ACTIVITY
Copy out each line of the material in which the word "href" appears.

RECORDS SUPPLIED
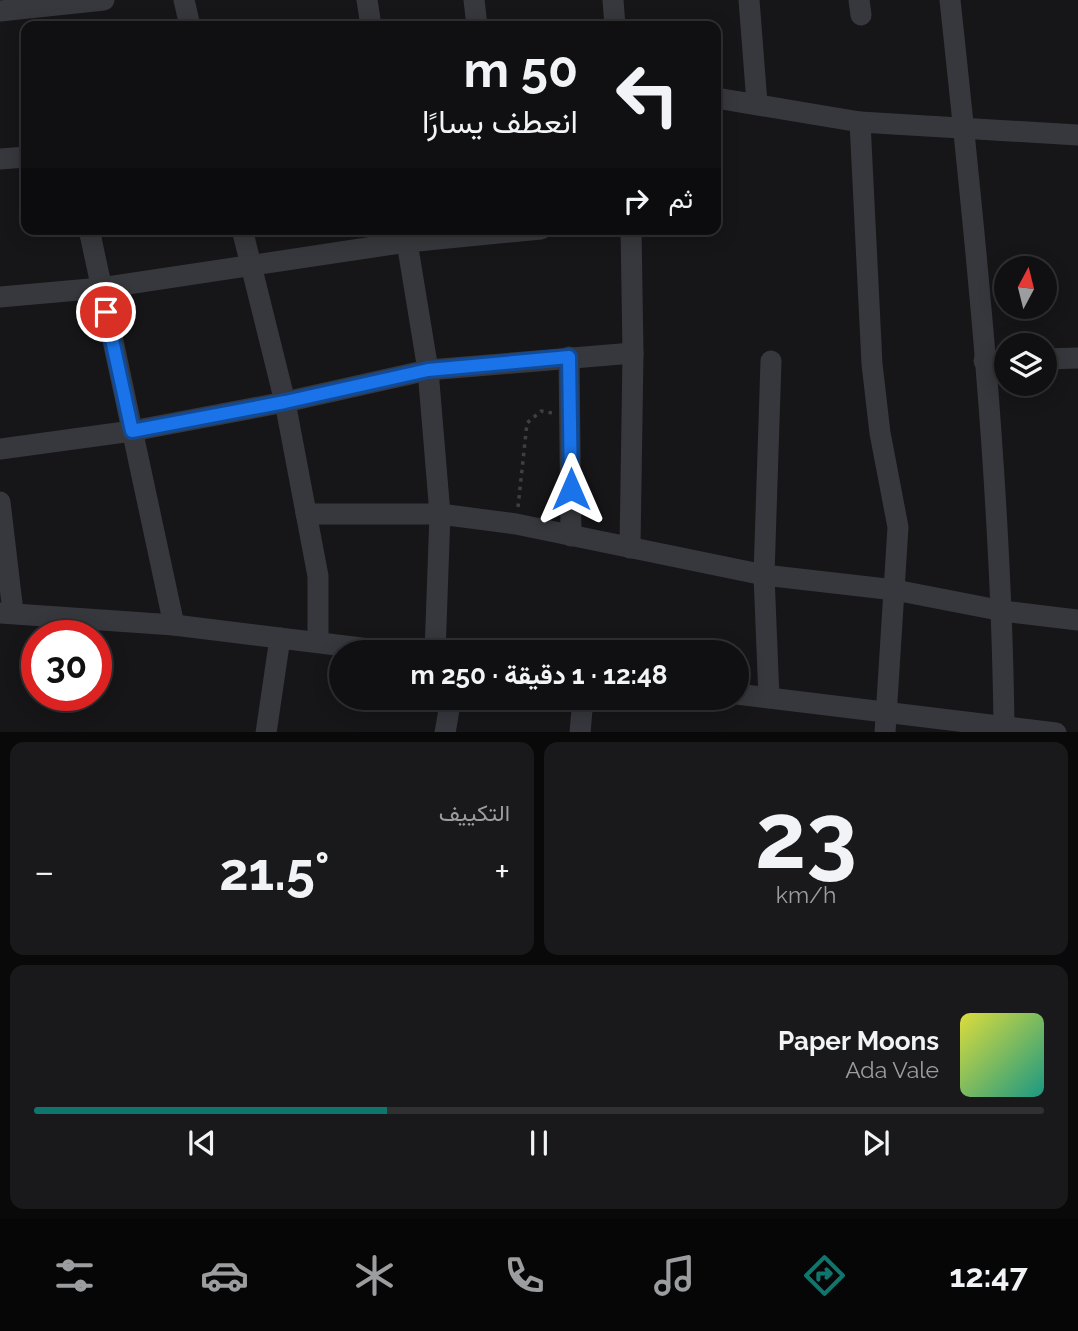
<!DOCTYPE html>
<html lang="ar">
<meta charset="utf-8">
<style>
body{margin:0;font-family:Raleway,Vazirmatn,sans-serif;background:#19191b;color:#f1f3f6;direction:rtl;height:100vh;display:flex;flex-direction:column;font-size:26px;white-space:nowrap}
*{box-sizing:border-box;margin:0}
p{font-size:23px;color:#9c9d9f}
.icon{flex:none;width:38px;height:38px;fill:none;stroke:currentColor;stroke-width:2;stroke-linecap:round;stroke-linejoin:round}
.map{position:relative;height:732px;overflow:hidden;direction:ltr}
.drawer{display:flex;flex-direction:column;gap:10px;padding:10px;background:#09090a;flex:1}
.drawer>*{flex:none}
.top-card{position:absolute;left:21px;top:21px;width:700px;height:214px;border-radius:14px;box-shadow:0 4px 18px #0003,0 0 0 2px #303032;direction:rtl;background:#101012;color:#f1f3f6;overflow:hidden}
.needle{width:46px;rotate:7deg}
.controls{position:absolute;left:994px;top:256px;display:grid;gap:14px}
.controls a{display:grid;place-items:center;width:63px;height:63px;border-radius:50%;background:#101012;box-shadow:0 4px 18px #0003,0 0 0 2px #303032;font-size:35px}
.speed{position:absolute;left:21px;top:620px;display:flex;gap:14px;font-size:35px;font-weight:700;text-align:center}
.speed>*{display:grid;place-content:center;width:91px;height:91px;border-radius:50%;background:#101012;box-shadow:0 4px 18px #0003,0 0 0 2px #303032;line-height:1}
.speed .limit{border:10px solid #d22;background:#fff;color:#111}
.pin{position:absolute;display:grid;place-items:center;width:60px;height:60px;color:#fff;margin:-30px;border:4px solid #fff;border-radius:50%;box-shadow:0 2px 7px #0007}
.me{position:absolute;width:77px;margin:-38px;rotate:0deg;stroke-linejoin:round;filter:drop-shadow(0 0 5px #0008)}
.turn{display:flex;align-items:center;gap:24px;height:147px;padding:0 28px;font-size:32px}
.turn .icon{width:91px;height:91px;stroke-width:2.5}
.turn b{display:block;font-size:49px;line-height:60px}
.then{display:flex;align-items:center;height:66px;padding:0 28px;background:#0003;gap:14px;font-size:26px}
.big{font-size:52px;font-weight:700;line-height:1.1}
.drawer .card{flex:1;display:flex;flex-direction:column;justify-content:center;gap:10px;min-width:0;padding:0 24px;border-radius:14px;background:#19191b}
.drawer .dial{align-items:center;gap:0}
.dial b{font-size:91px;line-height:1}
.song{display:flex;align-items:center;gap:21px}
.cover{width:84px;height:84px;border-radius:10px;background:linear-gradient(135deg,hsl(60 70% 55%),hsl(170 70% 35%))}
.played{height:7px;border-radius:4px;background:linear-gradient(90deg,#0f766e 35%,#303032 35%)}
.keys{display:flex;justify-content:space-around;direction:ltr}
.heat{display:flex;justify-content:space-between;align-items:center;font-size:38px;direction:ltr}
.drawer .tiles{flex:1;display:grid;gap:10px;grid-template-columns:1fr 1fr}
.card:last-child{grid-column:span 2}
.trip{position:absolute;left:329px;top:640px;width:420px;height:70px;border-radius:35px;background:#101012;box-shadow:0 4px 18px #0003,0 0 0 2px #303032;font-weight:700;line-height:70px;text-align:center;direction:rtl}
.tabs{display:flex;height:112px;justify-content:space-around;align-items:center;background:#060607;color:#9c9d9f}
.tabs .icon{width:49px;height:49px}
.tabs .selected{color:#0f766e}
.tabs b{font-size:32px;color:#f1f3f6}
.map>svg:first-child{display:block}
.lines{fill:none;stroke-linecap:round;stroke-linejoin:round}
.path{stroke:#3d3f44;stroke-width:3.5;stroke-dasharray:3.5 5;stroke-linecap:butt}
.street{stroke:#37383d;stroke-width:21}
.route-casing{stroke:#114b97;stroke-width:18}
.route{stroke:#1a73e8;stroke-width:12}
</style>
<div class="map">
<svg width="1078" height="733" viewBox="0 0 1078 733">
<rect width="100%" height="100%" fill="#161618"/>
<g class="lines">
<polyline class="path" points="518,507 527,423 541,411 552,413"/>
<g class="street">
<polyline points="184,0 190,26"/>
<polyline points="367,0 371,26"/>
<polyline points="474,0 477,26"/>
<polyline points="613,0 615,26"/>
<polyline points="749,0 757,103"/>
<polyline points="859,0 861,15"/>
<path d="M950,0C976,241 1001,483 1004,726"/>
<polyline points="0,11 104,0"/>
<polyline points="716,98 860,122 1078,135"/>
<polyline points="860,122 872,364 880,433 898,527 885,733"/>
<polyline points="0,159 26,157"/>
<polyline points="89,229 174,625"/>
<polyline points="242,229 285,402 318,576 318,642"/>
<polyline points="405,230 428,370 440,514 435,653"/>
<polyline points="0,297 101,288 407,242 541,229"/>
<polyline points="569,357 571,536"/>
<polyline points="1045,359 1078,358"/>
<polyline points="984,361 1006,361"/>
<polyline points="0,449 132,431 285,402 428,370 633,353"/>
<polyline points="0,502 13,612"/>
<polyline points="306,514 440,514 516,524 764,575 895,590 1003,611 1078,620"/>
<polyline points="630,548 633,353 631,229"/>
<polyline points="0,613 174,625 402,653"/>
<polyline points="737,694 1056,733"/>
<polyline points="769,698 764,575 771,361"/>
<polyline points="266,733 280,638"/>
<polyline points="445,733 451,698"/>
<polyline points="580,733 583,698"/>
</g>
</g>
<g class="lines">
<defs>
<polyline id="route" points="106,312 132,431 285,402 428,370 569,357 571,489"/>
</defs>
<use href="#route" class="route-casing"/>
<use href="#route" class="route"/>
</g>
</svg>
<div class="controls">
<a><svg class="needle" viewBox="-14 -14 28 28"><path d="M0-13l5 13h-10z" fill="#e53935"/><path d="M0 13l5-13h-10z" fill="#9c9d9f"/></svg></a>
<a><svg class="icon" aria-label="layers" viewBox="0 0 24 24"><path d="M12 4l9 5-9 5-9-5zM3 14l9 5 9-5"/></svg></a>
</div>
<div class="speed"><div class="limit">30</div></div>
<div class="pin" style="left:106px;top:312px;background:#d93025"><svg class="icon" aria-label="arrive" viewBox="0 0 24 24"><path d="M6 21V4h12l-3 4 3 4H6"/></svg></div>
<svg class="me" style="left:571px;top:489px" viewBox="-20 -20 40 40"><path d="M0-17L14 15 0 8-14 15z" fill="#1a73e8" stroke="#fff" stroke-width="4"/></svg>
<div class="trip">12:48 · 1 دقيقة · 250 m</div>
<div class="top-card">
<div class="turn"><svg class="icon" aria-label="left" viewBox="0 0 24 24"><path d="M17 20v-9H6M10 6l-5 5 5 5"/></svg><div><b>50 m</b>انعطف يسارًا</div></div>
<div class="then">ثم<svg class="icon" aria-label="right" viewBox="0 0 24 24"><path d="M7 20v-9h11M14 6l5 5-5 5"/></svg></div>
</div>
</div>
<section class="drawer">
<div class="tiles">
<div class="card dial"><b>23</b><p>km/h</p></div>
<div class="card"><p>التكييف</p>
<div class="heat"><a>−</a><b class="big">21.5°</b><a>+</a></div>
</div>
<div class="card">
<div class="song"><i class="cover"></i><div><b>Paper Moons</b><p>Ada Vale</p></div></div>
<div class="played"></div>
<div class="keys"><svg class="icon" aria-label="previous" viewBox="0 0 24 24"><path d="M18 5L8 12l10 7zM5 5v14"/></svg><svg class="icon" aria-label="pause" viewBox="0 0 24 24"><path d="M8 5v14M16 5v14"/></svg><svg class="icon" aria-label="next" viewBox="0 0 24 24"><path d="M6 5l10 7-10 7zM19 5v14"/></svg></div>
</div>
</div>
</section>
<nav class="tabs">
<b>12:47</b>
<svg class="icon selected" aria-label="directions" viewBox="0 0 24 24"><path d="M12 3l9 9-9 9-9-9zM9 14v-3h6M13 9l2 2-2 2"/></svg>
<svg class="icon" aria-label="music" viewBox="0 0 24 24"><path d="M9 18V5l10-2v13"/><circle cx="6" cy="18" r="3"/><circle cx="16" cy="16" r="3"/></svg>
<svg class="icon" aria-label="phone" viewBox="0 0 24 24"><path d="M5 4h4l2 5-3 2q2 4 5 5l2-3 5 2v4C11 20 4 13 5 4z"/></svg>
<svg class="icon" aria-label="climate" viewBox="0 0 24 24"><path d="M12 3v18M4 7l16 10M4 17L20 7"/></svg>
<svg class="icon" aria-label="car" viewBox="0 0 24 24"><path d="M5 17H2v-5l4-1 3-4h7l3 4 3 1v5h-3M9 17h6M6 11h13"/><circle cx="7" cy="17" r="2"/><circle cx="17" cy="17" r="2"/></svg>
<svg class="icon" aria-label="filters" viewBox="0 0 24 24"><path d="M4 7h16M4 17h16"/><circle cx="9" cy="7" r="2"/><circle cx="15" cy="17" r="2"/></svg>
</nav>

ANSWER SECTION
<use href="#route" class="route-casing"/>
<use href="#route" class="route"/>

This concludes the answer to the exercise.